What to produce
Report how many lines of the data contain the string "lists". Add nothing.

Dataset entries
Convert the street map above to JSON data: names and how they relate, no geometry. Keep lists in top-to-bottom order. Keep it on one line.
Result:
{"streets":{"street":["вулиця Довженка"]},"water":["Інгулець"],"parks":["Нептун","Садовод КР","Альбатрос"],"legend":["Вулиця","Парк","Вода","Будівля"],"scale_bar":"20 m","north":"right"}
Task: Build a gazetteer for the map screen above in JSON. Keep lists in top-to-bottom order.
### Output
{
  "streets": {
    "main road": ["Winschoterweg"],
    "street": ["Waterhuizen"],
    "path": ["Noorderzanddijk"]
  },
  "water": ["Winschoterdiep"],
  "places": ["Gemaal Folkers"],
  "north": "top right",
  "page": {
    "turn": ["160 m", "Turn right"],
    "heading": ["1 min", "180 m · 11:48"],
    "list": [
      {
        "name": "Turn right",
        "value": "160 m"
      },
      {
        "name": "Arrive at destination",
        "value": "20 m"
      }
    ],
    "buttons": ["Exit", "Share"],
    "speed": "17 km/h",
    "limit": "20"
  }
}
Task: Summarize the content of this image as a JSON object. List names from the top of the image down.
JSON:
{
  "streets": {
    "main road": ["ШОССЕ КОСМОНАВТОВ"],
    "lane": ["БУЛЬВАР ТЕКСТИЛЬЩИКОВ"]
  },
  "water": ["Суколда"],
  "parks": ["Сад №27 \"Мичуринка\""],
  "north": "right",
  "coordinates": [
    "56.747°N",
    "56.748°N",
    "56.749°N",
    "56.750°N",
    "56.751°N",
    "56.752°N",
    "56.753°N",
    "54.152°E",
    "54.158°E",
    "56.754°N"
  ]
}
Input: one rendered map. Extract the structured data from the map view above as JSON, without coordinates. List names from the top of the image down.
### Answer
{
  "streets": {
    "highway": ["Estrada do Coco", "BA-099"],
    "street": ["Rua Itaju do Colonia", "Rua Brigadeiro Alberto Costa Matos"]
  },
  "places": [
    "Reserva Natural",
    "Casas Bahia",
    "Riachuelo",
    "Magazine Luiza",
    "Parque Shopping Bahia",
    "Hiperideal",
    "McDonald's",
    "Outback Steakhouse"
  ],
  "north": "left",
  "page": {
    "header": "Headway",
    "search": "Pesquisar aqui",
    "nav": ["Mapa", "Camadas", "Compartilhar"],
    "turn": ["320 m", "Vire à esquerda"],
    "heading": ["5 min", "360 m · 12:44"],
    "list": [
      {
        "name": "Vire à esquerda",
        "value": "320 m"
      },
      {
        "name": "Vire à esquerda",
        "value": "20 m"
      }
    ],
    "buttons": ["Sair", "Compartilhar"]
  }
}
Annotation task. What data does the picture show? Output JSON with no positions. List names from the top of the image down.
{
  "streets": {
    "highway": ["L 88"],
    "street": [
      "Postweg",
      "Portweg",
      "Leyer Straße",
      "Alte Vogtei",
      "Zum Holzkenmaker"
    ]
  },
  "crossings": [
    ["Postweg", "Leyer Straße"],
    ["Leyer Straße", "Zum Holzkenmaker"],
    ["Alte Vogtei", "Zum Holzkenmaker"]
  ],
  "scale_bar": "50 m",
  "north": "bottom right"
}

Solution to this problem
2